── Data to examine

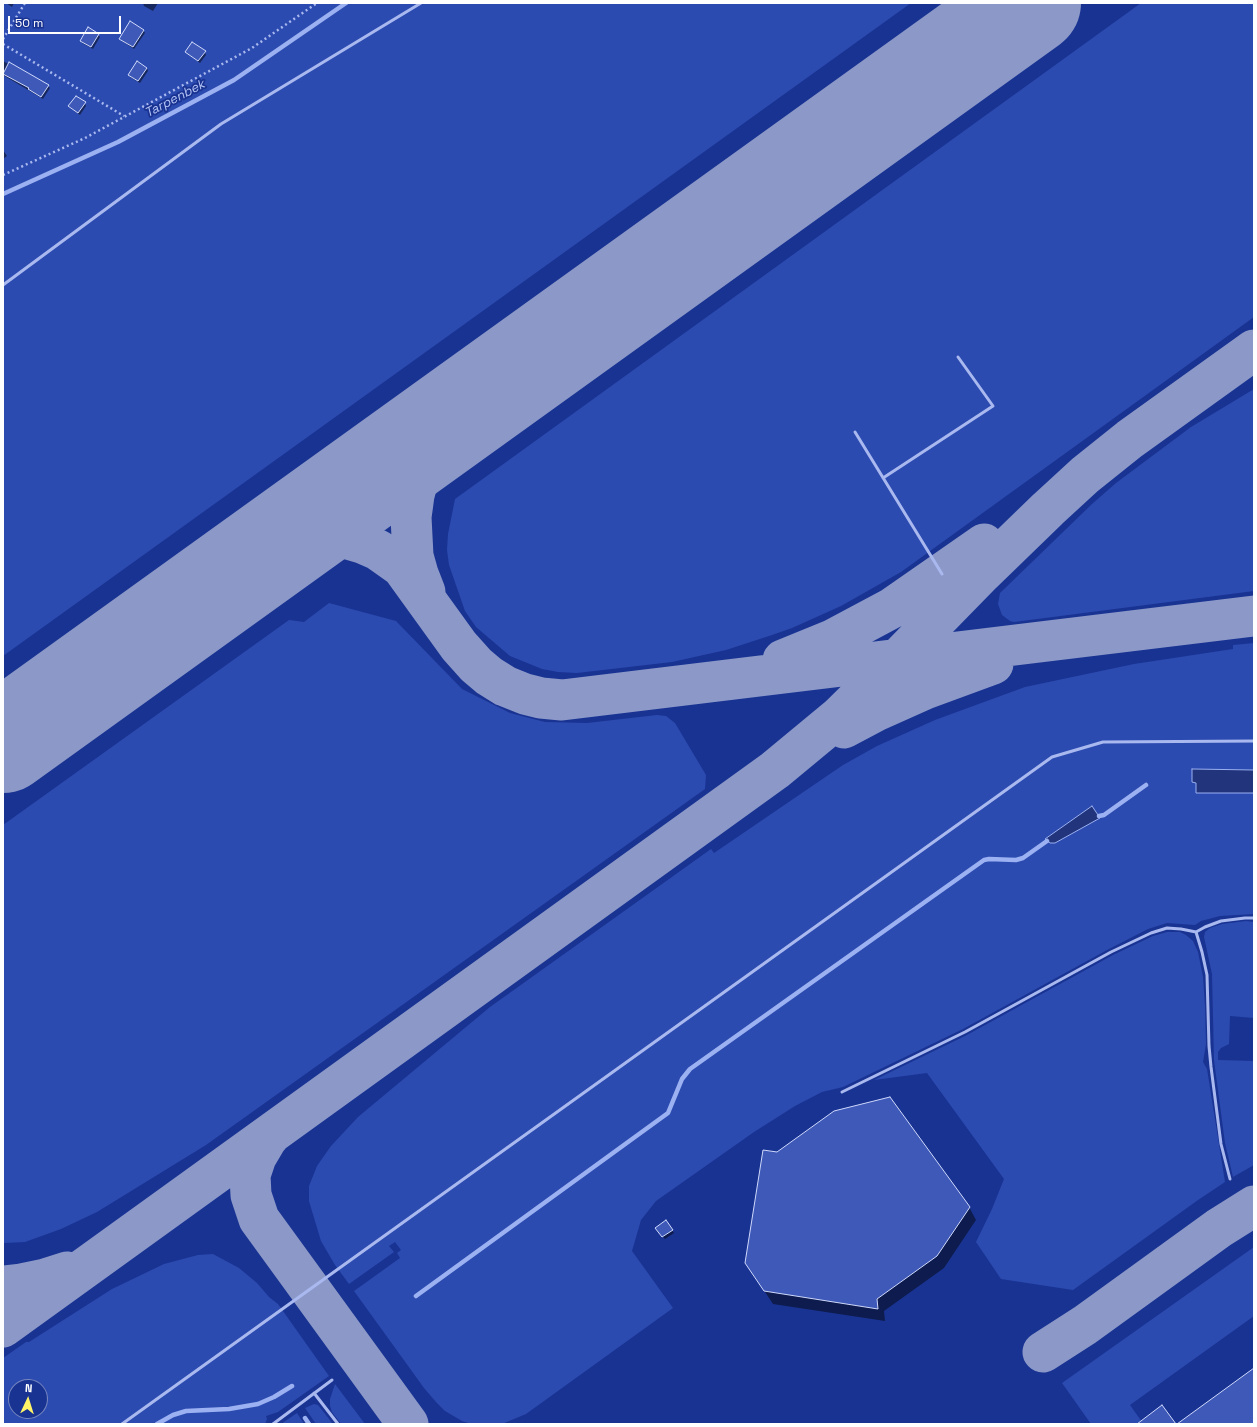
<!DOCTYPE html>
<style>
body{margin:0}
#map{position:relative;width:1257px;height:1427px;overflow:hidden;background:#193392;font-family:"Space Grotesk",sans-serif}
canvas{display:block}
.frame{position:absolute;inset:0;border:4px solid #fff;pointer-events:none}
.north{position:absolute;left:8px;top:1379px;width:40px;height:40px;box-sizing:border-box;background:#193392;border:1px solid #7585be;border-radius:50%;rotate:4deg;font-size:11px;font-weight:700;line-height:16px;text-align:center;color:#fff}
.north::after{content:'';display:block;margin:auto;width:14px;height:18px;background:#fff467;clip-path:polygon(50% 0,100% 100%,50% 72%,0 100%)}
.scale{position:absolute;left:8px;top:16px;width:113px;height:18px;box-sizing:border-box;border:2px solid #fff;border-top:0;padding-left:5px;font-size:12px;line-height:14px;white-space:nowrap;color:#fff;-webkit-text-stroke:3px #193392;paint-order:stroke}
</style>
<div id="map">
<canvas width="1257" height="1427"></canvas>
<div class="frame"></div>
<div class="north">N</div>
<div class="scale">50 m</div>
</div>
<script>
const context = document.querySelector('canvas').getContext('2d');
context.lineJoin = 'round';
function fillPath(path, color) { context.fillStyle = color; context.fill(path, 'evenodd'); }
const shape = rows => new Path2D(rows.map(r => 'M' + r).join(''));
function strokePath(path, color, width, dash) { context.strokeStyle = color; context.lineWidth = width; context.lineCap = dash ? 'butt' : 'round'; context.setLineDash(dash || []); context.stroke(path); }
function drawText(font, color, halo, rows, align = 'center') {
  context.font = font + ' "Space Grotesk",sans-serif'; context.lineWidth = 3.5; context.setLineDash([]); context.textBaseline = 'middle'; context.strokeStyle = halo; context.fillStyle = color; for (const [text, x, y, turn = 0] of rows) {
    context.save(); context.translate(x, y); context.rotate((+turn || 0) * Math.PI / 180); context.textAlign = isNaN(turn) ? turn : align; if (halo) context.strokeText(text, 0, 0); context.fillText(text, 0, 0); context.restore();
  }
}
fillPath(shape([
 [3,3,911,3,3,656],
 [1141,3,1254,3,1254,317,901,572,841,606,792,628,772,635,726,650,672,662,577,673,558,672,542,669,510,656,476,627,465,611,449,565,447,550,448,534,455,499],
 [1254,389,1254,591,1014,622,1010,621,1002,615,998,604,1000,593,1092,504,1116,483,1191,427],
 [329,603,396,621,462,689,510,713,545,722,587,723,657,715,666,716,675,723,706,775,705,789,206,1145,97,1212,61,1229,25,1242,3,1243,3,825,289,620,304,622],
 [1254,643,1254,770,1193,769,1192,782,1196,782,1197,793,1254,793,1254,914,1220,916,1201,921,1195,925,1167,923,1148,929,1107,950,963,1029,843,1087,822,1092,795,1106,754,1132,656,1201,641,1220,632,1251,673,1308,526,1414,502,1424,471,1424,462,1421,445,1411,436,1402,424,1388,354,1291,400,1258,397,1253,401,1250,395,1242,389,1246,394,1252,349,1284,335,1265,321,1241,309,1201,309,1186,317,1166,331,1146,358,1117,490,1007,711,849,714,853,843,765,877,746,935,720,1025,687,1134,664,1233,649,1233,645],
 [1246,921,1254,922,1254,1018,1230,1016,1229,1044,1221,1048,1218,1052,1218,1060,1254,1061,1254,1165,1233,1177,1225,1143,1214,1060,1212,974,1204,937,1205,932,1210,928,1222,924],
 [1167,932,1180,932,1186,935,1193,941,1198,952,1203,977,1205,1006,1206,1044,1203,1062,1207,1069,1225,1182,1198,1200,1073,1290,1001,1279,976,1242,992,1209,1004,1179,927,1073,874,1080,965,1036,1113,955,1153,936],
 [1254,1247,1254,1316,1130,1405,1142,1422,1140,1424,1091,1424,1062,1383],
 [213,1254,239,1268,257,1283,269,1297,278,1304,329,1376,278,1412,266,1416,267,1419,265,1424,3,1424,3,1358,26,1342,29,1342,112,1289,164,1264,198,1255],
 [16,1387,40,1387,40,1411,16,1411],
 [335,1384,365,1424,341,1424,332,1412,330,1406,330,1399],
 [314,1404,318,1405,333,1424,316,1424,305,1408],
 [297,1413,304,1424,281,1424]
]), '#2c4bb0');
const water = shape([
 [1192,769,1254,770,1254,793,1196,793,1196,783,1192,782,1192,769],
 [1092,806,1100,818,1055,843,1050,843,1045,839,1092,806]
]);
fillPath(water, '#21347c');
strokePath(water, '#9bb1f1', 1);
fillPath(shape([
 [6,3,14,3,12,7],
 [143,3,158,3,153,11,144,6],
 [143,30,145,33,134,49,122,41,121,39],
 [98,35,100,37,93,49,82,43,81,41],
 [186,52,205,52,206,55,200,63,188,54],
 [3,61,48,86,50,88,43,99,3,75],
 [147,68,148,71,140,83,130,77,129,75],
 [85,103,86,106,80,115,71,108,70,106],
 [3,150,7,156,3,159],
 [969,1207,976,1220,944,1268,884,1311,885,1321,773,1304,746,1263],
 [672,1230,674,1233,665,1239,658,1231]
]), '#0007');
strokePath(shape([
 [3,194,118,142,234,80,346,3],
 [1099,816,1104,815,1146,785],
 [416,1296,668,1113,682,1079,690,1069,984,860,989,859,1016,860,1023,858,1047,841],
 [305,1418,309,1424],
 [157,1424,173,1415,186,1411,229,1409,258,1404,274,1397,292,1386]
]), '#9bb1f1', 4.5);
strokePath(shape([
 [267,552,293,541,312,537,326,536,345,538,362,543,378,550,402,567,459,646,476,665,489,676,505,686,525,694,541,698,562,700,1254,616],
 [425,592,418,574,413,556,411,517,414,495,420,472,428,453,437,439,457,415],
 [783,660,832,640,892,608,984,544],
 [844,728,878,710,925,689,993,664],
 [271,1134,266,1140,256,1157,250,1175,251,1195,259,1219,408,1424],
 [3,1286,21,1284,45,1279,67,1272],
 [3,1327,775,770,839,717,897,660,982,573,1048,509,1085,475,1130,439,1254,350],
 [1043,1352,1085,1325,1219,1228,1254,1206]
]), '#8c99c8', 41);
strokePath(shape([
 [3,742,1030,3]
]), '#8c99c8', 102);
const building = shape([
 [130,21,144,30,133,47,119,39,130,21],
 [88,27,99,34,91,47,80,41,88,27],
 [192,42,206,51,198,61,185,52,192,42],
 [137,61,147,68,138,81,128,75,137,61],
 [9,62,49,85,41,97,28,89,29,88,3,74,9,62],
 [76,96,86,102,78,113,68,106,76,96],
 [890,1097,970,1207,937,1256,877,1299,878,1309,764,1291,745,1263,763,1150,777,1152,834,1111,890,1097],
 [666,1220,673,1230,662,1237,655,1228,666,1220],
 [1254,1368,1254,1424,1177,1424,1254,1368],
 [1162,1405,1176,1424,1137,1424,1162,1405]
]);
fillPath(building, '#3e59b8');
strokePath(building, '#cfd9fb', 1);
strokePath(shape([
 [3,39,25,3],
 [3,44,124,116],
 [3,175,85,138,252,48,317,3]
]), '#a9b9ef', 2.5, [2, 3]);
strokePath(shape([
 [3,285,221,124,421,3],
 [855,432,942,574],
 [883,478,993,406,958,357],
 [1196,932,1202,952,1207,975,1209,1046,1211,1067,1221,1144,1230,1179],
 [842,1092,965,1032,1111,952,1151,933,1167,928,1181,929,1196,932,1205,927,1221,921,1245,918,1254,918],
 [314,1393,338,1424],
 [122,1424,1052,757,1103,742,1254,741],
 [273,1424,332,1380]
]), '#a9b9ef', 3);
drawText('italic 13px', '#b5c4f6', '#193392', [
 ["Tarpenbek",175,99,-28]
]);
</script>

────

Filter the entries above and copy only the lines that hold "rows".

const shape = rows => new Path2D(rows.map(r => 'M' + r).join(''));
function drawText(font, color, halo, rows, align = 'center') {
  context.font = font + ' "Space Grotesk",sans-serif'; context.lineWidth = 3.5; context.setLineDash([]); context.textBaseline = 'middle'; context.strokeStyle = halo; context.fillStyle = color; for (const [text, x, y, turn = 0] of rows) {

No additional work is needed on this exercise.